Gangubai has many more reflections--on the dance she once learnt--kathak, on her mother whom she loved dearly, on the musical scenario, on concerts, on gharanas, on life, on students of today, on her voice, which many brand as "more manly than the best male voice."
Hubli, the town which has seen Gangubai at every stage of her life, paid a touching tribute to the grand old lady recently on the occasion of her seventy-fifth birthday. The three-day celebration was attended by all those close to her, including her family, Pt. Bhimsen Joshi, Mrs Vijaya Mulley (who has known Gangubai for many years, done research on her and recently made an extremely sensitive film on her), Dr. S. S. Gore, Bhairappa, H. Y. Shardaprasad and several others. Said Shardaprasad, "The greatness of this lady lies in her simplicity--it is this that draws her to both old and young alike." Pt. Bhimsen Joshi recounted his association with her and was moved by the occasion. The special photo and book exhibition on the Kirana gharana, mounted by Sateesh Paknikar of Pune, was outstanding. A book and a series of records released on the occasion throw special light on the life of Gangubai and contain well-researched, valuable material--a treasure for posterity.

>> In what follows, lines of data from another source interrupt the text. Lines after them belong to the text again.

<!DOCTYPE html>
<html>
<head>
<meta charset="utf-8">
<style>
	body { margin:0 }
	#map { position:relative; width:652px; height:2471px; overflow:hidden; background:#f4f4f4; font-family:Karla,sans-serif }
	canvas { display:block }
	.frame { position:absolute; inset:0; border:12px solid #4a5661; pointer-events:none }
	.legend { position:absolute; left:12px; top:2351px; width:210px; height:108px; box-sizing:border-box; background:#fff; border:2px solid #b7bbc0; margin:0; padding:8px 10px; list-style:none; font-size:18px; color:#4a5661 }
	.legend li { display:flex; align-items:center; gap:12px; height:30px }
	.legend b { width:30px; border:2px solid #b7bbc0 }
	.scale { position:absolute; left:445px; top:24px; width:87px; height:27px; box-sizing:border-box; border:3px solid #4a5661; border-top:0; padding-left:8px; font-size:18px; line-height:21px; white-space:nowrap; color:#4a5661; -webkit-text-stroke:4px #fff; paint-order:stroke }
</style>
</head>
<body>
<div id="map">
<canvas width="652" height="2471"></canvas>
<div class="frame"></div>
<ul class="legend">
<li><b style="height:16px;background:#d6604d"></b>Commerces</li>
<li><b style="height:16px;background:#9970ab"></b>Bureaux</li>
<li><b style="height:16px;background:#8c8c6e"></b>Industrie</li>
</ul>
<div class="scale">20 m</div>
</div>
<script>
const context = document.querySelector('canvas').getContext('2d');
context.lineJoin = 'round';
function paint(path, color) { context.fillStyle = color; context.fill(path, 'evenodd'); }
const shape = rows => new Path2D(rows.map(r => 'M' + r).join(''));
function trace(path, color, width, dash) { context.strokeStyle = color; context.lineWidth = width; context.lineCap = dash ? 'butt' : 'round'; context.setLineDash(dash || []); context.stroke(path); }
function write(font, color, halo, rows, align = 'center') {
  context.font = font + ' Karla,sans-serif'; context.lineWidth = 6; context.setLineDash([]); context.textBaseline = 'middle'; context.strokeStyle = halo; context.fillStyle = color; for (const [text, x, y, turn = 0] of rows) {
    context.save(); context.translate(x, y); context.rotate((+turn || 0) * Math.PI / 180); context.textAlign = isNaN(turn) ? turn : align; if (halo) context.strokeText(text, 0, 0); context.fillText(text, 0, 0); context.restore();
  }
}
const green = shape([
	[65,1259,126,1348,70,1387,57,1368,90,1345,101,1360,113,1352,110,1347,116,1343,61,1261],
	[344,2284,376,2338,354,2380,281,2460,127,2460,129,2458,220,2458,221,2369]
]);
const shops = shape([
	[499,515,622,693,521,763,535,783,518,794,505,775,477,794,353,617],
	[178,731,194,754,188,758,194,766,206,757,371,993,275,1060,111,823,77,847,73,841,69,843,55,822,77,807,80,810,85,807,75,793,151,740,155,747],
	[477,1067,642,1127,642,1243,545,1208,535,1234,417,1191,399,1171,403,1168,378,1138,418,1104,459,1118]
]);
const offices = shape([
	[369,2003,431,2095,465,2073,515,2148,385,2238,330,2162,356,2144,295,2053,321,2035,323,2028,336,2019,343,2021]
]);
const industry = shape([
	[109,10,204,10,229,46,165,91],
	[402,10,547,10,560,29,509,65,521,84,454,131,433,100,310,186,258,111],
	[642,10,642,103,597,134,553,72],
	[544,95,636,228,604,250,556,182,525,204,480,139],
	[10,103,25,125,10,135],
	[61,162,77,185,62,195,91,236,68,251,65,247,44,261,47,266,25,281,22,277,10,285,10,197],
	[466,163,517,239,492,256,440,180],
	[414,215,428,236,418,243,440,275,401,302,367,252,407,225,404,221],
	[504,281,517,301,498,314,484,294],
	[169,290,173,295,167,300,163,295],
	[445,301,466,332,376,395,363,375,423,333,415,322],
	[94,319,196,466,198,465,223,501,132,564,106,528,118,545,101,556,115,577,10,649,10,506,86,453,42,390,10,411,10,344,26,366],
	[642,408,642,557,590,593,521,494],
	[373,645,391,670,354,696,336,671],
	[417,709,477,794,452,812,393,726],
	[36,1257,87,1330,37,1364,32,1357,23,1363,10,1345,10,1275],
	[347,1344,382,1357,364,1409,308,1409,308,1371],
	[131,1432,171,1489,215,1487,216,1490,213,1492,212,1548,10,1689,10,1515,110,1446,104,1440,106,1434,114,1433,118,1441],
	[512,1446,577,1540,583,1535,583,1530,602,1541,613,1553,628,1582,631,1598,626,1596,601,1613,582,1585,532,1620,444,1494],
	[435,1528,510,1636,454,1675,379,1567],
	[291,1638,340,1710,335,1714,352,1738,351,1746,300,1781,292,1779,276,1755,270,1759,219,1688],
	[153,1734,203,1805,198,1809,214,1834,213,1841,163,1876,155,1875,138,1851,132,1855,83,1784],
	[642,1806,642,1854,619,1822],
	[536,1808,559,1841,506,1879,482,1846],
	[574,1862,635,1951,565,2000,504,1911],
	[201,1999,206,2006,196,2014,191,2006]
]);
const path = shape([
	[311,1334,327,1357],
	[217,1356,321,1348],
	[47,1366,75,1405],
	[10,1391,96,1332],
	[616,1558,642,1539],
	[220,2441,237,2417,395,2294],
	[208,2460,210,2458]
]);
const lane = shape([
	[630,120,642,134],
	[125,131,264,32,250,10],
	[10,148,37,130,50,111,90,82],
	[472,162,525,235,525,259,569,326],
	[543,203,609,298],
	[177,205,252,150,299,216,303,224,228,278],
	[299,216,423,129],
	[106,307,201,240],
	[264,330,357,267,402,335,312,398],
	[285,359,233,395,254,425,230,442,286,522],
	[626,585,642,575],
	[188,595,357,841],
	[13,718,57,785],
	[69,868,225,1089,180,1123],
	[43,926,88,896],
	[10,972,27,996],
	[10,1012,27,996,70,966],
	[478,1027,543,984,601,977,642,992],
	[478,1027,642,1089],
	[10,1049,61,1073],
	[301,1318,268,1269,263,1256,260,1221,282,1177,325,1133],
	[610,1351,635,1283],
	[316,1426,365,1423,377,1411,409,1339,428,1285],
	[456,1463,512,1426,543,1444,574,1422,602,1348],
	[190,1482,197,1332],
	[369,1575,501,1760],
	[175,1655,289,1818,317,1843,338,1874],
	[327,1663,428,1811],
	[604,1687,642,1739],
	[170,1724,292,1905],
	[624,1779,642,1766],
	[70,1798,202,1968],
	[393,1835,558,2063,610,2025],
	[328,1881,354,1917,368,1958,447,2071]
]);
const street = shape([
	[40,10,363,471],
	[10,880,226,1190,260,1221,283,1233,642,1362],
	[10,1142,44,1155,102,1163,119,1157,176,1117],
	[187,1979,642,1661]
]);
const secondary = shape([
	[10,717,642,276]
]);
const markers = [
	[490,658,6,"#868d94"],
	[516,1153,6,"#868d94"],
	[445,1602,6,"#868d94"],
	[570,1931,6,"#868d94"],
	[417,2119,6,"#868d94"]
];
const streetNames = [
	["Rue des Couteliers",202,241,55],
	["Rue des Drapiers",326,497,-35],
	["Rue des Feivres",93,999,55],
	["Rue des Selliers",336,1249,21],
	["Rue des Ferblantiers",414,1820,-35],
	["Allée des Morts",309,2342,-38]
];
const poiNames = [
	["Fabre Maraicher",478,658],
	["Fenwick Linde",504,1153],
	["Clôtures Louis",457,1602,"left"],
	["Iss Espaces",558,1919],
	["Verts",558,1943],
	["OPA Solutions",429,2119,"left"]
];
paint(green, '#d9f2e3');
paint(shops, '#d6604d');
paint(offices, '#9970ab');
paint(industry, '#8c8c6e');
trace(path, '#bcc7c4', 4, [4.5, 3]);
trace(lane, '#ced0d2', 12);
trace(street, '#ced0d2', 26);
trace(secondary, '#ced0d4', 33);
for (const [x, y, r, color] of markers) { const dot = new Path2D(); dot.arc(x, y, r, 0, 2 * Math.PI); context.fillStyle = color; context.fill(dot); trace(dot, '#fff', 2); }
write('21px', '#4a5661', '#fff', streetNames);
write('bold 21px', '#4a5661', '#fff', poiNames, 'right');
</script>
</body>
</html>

Even today, at 75, and yet actively performing, recipient of every comprehensible award, including the Padma Bhushan, the Tansen Award, The Sangeet Natak Akademi Award, among others, Gangubai's experience with life does not allow her to be affected by any of it. She often laughs that Karnataka University has conferred a doctorate on her. "I have not studied beyond class V you know."
Reflecting on the time she was awarded the Padma Bhushan, she says, "Ramanna and I stayed up the whole night and remembered all the things one would like to forget--the mental traumas, the pain, the suffering. What a happy moment and such unhappy thoughts!"
A lot of people ask Gangubai what it feels like being 75. She smiles, but has no words. The look on her face tells you all. It is almost as if she is laughing at the words, scoffing those who shower her with honour and respectability now, when she no longer needs it; perhaps when she was 25 or 30 she would have had more use for it!